What is required:
Reproduce the top of the data verbatim, through and including the line that contains "filter:drop-shadow(2px 0 #a8c2d0)".

Records provided:

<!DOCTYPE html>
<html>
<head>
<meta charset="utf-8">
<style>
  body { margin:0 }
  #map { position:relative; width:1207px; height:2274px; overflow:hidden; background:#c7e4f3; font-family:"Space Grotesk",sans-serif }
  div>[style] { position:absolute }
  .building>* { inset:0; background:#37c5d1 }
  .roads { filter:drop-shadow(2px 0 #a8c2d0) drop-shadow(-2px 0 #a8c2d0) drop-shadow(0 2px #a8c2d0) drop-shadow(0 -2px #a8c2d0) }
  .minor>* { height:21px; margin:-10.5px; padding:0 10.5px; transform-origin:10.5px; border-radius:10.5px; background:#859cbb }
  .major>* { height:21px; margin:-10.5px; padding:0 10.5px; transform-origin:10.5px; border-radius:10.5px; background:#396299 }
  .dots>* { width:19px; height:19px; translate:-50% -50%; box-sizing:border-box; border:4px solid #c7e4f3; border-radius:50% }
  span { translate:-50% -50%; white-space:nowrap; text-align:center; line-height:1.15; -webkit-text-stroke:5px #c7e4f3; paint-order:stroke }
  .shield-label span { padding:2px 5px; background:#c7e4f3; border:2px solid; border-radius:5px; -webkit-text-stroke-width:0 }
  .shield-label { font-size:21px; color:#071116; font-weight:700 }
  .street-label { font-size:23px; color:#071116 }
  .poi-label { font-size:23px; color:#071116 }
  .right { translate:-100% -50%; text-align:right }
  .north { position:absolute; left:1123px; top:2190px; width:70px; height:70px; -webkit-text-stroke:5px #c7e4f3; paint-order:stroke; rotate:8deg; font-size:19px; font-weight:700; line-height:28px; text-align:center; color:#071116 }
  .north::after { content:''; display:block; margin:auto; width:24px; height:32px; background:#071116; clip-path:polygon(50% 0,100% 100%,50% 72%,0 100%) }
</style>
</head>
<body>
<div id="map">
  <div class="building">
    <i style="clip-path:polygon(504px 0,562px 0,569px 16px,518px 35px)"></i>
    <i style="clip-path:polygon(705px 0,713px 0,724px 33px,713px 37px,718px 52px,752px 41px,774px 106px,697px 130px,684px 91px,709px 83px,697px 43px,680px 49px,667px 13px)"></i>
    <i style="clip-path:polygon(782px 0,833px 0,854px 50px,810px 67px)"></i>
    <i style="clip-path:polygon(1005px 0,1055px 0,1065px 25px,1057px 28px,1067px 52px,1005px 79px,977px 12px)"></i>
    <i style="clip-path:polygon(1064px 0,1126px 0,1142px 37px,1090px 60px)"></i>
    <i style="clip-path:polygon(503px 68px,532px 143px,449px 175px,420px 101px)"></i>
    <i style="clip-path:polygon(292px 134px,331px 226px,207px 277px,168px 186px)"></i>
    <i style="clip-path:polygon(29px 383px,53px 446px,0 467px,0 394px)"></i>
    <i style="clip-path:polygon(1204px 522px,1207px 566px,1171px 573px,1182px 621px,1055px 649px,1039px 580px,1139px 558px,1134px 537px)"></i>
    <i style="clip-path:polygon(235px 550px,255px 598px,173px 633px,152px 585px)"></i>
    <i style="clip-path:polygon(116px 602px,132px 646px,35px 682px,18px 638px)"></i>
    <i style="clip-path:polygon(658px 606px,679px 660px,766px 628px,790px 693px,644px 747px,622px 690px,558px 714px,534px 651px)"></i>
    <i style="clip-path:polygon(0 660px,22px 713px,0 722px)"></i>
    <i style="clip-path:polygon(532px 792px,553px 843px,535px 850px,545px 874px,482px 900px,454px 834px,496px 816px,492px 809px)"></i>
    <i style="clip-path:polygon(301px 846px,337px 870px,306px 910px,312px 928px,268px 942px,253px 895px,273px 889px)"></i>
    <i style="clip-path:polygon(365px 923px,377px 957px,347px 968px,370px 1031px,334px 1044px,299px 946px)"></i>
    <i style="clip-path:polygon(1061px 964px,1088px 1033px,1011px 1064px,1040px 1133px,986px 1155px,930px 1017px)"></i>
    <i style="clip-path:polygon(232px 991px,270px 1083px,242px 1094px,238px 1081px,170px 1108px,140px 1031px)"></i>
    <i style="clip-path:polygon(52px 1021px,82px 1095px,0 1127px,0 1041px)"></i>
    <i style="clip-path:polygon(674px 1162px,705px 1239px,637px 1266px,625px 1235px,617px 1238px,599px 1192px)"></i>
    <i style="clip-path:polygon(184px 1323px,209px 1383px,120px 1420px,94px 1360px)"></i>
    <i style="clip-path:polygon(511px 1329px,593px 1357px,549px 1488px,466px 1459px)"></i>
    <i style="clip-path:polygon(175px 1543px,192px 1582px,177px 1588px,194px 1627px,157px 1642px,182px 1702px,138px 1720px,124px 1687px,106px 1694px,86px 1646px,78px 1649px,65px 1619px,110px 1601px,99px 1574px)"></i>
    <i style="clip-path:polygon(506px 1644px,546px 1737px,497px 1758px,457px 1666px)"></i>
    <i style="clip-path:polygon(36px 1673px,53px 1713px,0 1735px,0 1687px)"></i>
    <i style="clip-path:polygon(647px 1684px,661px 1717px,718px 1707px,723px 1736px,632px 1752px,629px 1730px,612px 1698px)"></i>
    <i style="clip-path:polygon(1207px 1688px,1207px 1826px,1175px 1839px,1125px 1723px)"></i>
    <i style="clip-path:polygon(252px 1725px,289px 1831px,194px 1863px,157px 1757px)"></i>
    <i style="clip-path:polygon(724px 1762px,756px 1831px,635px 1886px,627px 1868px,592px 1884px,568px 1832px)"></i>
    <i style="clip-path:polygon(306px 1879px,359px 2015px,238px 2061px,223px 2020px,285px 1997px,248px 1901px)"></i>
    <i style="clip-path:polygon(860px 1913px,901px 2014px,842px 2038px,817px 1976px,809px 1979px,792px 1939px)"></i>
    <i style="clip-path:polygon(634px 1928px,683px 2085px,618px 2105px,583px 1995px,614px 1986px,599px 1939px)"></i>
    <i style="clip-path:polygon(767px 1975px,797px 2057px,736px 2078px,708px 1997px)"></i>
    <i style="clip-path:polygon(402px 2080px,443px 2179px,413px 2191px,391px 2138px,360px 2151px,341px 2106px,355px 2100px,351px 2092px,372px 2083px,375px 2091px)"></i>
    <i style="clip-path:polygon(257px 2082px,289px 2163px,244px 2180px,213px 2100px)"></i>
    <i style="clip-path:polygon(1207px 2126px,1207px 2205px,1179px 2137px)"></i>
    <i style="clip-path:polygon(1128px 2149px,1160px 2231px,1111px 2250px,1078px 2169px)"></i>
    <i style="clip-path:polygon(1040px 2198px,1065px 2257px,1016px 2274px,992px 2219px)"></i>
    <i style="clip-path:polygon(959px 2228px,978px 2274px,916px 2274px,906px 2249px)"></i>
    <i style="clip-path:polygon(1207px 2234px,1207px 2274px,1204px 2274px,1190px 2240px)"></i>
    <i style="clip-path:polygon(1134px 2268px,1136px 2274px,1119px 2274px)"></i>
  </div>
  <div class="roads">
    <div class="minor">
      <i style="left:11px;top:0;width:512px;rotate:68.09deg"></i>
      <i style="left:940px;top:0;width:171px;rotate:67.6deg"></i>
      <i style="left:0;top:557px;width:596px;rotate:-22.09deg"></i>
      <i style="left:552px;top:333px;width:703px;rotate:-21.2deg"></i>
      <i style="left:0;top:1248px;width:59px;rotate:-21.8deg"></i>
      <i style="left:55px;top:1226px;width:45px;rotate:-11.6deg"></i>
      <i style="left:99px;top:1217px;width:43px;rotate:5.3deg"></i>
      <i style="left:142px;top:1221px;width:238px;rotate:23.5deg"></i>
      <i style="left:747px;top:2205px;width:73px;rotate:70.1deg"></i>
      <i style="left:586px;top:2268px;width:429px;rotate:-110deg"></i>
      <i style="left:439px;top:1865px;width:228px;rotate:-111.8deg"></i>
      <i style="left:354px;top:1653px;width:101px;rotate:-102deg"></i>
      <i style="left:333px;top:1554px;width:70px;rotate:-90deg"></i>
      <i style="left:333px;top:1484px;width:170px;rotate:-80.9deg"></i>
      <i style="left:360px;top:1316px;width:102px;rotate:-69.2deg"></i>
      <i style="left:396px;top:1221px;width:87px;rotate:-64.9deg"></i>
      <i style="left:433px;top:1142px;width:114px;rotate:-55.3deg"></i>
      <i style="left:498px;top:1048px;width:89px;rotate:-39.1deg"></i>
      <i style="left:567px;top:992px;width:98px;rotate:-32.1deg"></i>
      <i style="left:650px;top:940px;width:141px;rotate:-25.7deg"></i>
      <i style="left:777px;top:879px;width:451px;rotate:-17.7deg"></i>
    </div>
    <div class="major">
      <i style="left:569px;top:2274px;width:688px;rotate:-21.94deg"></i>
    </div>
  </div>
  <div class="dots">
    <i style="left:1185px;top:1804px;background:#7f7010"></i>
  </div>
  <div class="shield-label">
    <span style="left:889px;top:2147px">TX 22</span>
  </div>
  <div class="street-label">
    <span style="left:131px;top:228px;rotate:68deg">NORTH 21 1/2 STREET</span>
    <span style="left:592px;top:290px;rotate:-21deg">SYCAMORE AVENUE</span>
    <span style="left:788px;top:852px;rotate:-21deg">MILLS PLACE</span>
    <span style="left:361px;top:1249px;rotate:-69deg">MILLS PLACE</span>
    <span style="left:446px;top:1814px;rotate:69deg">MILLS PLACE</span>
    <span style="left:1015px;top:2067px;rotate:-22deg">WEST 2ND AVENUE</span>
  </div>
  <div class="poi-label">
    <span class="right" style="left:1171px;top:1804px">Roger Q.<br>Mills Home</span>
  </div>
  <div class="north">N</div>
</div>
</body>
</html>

Response for this exercise:
<!DOCTYPE html>
<html>
<head>
<meta charset="utf-8">
<style>
  body { margin:0 }
  #map { position:relative; width:1207px; height:2274px; overflow:hidden; background:#c7e4f3; font-family:"Space Grotesk",sans-serif }
  div>[style] { position:absolute }
  .building>* { inset:0; background:#37c5d1 }
  .roads { filter:drop-shadow(2px 0 #a8c2d0) drop-shadow(-2px 0 #a8c2d0) drop-shadow(0 2px #a8c2d0) drop-shadow(0 -2px #a8c2d0) }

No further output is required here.